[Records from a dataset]
********

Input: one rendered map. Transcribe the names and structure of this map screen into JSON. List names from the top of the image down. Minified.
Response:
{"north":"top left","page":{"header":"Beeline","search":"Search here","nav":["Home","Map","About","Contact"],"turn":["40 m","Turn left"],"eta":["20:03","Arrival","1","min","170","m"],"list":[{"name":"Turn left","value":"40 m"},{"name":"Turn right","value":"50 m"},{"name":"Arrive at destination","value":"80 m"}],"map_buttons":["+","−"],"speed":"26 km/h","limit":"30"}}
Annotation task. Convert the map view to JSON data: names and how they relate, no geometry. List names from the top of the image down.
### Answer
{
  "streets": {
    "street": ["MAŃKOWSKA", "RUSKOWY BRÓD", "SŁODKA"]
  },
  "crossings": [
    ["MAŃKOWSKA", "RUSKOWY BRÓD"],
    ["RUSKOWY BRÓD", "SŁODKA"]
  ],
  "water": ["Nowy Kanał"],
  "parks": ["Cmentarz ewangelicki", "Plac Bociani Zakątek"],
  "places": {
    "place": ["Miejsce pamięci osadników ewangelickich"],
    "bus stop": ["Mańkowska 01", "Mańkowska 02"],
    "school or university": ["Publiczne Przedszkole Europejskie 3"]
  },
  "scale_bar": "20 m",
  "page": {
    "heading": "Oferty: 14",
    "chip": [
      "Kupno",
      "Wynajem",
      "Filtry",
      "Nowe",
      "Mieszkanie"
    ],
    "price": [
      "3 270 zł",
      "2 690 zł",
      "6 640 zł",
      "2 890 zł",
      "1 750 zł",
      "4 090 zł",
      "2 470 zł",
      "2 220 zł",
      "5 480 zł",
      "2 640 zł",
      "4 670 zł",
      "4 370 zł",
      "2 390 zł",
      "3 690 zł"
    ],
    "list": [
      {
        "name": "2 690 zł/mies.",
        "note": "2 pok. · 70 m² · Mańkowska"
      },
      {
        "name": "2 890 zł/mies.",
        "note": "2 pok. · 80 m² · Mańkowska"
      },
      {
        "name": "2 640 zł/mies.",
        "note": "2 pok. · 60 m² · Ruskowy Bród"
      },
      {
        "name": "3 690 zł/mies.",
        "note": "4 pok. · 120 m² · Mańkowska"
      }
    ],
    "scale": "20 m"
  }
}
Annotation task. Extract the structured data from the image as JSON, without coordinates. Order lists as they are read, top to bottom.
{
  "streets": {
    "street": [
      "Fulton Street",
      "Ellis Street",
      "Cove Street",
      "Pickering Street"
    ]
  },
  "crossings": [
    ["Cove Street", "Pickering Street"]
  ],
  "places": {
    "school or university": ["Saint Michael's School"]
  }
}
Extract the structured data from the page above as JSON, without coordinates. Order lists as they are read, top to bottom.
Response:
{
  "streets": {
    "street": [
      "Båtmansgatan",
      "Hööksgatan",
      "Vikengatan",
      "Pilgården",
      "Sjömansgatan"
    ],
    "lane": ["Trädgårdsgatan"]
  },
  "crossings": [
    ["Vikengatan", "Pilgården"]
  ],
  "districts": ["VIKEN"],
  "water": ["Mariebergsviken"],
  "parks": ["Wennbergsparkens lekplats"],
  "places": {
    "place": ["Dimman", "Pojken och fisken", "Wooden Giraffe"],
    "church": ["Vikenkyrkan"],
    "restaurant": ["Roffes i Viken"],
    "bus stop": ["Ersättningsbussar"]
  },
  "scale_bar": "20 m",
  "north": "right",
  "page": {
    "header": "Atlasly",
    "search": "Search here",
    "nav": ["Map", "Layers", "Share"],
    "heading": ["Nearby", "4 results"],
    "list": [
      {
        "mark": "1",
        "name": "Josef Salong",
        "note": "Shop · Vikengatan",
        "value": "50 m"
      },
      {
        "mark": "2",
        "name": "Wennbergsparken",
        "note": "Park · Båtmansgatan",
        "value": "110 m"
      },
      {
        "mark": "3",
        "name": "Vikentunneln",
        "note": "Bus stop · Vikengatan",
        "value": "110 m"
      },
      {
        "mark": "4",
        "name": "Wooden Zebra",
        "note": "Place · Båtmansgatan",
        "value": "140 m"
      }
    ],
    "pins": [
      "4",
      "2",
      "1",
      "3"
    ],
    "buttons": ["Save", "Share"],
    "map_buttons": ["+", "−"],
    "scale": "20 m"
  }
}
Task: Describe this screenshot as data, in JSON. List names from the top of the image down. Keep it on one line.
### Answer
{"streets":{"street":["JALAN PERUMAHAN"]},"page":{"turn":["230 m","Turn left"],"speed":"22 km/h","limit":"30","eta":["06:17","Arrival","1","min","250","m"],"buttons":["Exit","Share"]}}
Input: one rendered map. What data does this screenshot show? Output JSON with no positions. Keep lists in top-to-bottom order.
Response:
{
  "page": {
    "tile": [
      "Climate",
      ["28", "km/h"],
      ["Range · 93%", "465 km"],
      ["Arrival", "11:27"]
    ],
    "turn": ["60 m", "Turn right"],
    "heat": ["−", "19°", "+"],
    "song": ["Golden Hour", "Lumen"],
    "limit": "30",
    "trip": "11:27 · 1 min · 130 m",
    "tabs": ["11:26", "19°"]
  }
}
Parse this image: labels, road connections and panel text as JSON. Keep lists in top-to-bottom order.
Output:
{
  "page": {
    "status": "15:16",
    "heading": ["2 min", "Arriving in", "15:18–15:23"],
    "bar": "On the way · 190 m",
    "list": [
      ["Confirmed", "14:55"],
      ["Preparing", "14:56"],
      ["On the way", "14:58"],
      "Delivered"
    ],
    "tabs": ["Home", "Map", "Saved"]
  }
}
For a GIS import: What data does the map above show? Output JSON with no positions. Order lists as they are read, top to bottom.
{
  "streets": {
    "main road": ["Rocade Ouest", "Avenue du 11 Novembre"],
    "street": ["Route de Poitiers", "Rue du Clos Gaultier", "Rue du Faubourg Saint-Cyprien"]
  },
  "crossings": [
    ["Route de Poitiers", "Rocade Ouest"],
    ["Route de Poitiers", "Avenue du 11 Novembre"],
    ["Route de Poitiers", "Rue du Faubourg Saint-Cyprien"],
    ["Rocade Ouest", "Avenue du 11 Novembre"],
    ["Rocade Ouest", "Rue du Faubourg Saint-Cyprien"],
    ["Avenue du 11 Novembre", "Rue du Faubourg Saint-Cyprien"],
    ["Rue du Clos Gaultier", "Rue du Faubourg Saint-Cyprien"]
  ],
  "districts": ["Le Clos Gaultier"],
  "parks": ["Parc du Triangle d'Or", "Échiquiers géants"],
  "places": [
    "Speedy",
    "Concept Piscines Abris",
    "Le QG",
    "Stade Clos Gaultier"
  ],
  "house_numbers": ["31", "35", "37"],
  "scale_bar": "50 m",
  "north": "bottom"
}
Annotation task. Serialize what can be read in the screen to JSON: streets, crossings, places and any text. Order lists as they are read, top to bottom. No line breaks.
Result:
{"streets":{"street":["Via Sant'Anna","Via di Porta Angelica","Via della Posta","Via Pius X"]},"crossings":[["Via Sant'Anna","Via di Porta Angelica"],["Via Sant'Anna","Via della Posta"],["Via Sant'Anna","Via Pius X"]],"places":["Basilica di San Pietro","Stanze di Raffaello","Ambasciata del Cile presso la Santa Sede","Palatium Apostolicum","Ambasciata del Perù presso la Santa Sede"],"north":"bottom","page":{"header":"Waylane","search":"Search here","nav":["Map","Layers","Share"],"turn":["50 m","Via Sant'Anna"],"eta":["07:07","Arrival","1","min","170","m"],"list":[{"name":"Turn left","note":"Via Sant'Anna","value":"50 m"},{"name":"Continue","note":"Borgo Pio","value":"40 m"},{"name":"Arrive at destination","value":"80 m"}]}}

********

- **Work instructions**: List each line of the records that holds the string "Keep".

- **Written response**:
Task: Describe this screenshot as data, in JSON. List names from the top of the image down. Keep it on one line.
Input: one rendered map. What data does this screenshot show? Output JSON with no positions. Keep lists in top-to-bottom order.
Parse this image: labels, road connections and panel text as JSON. Keep lists in top-to-bottom order.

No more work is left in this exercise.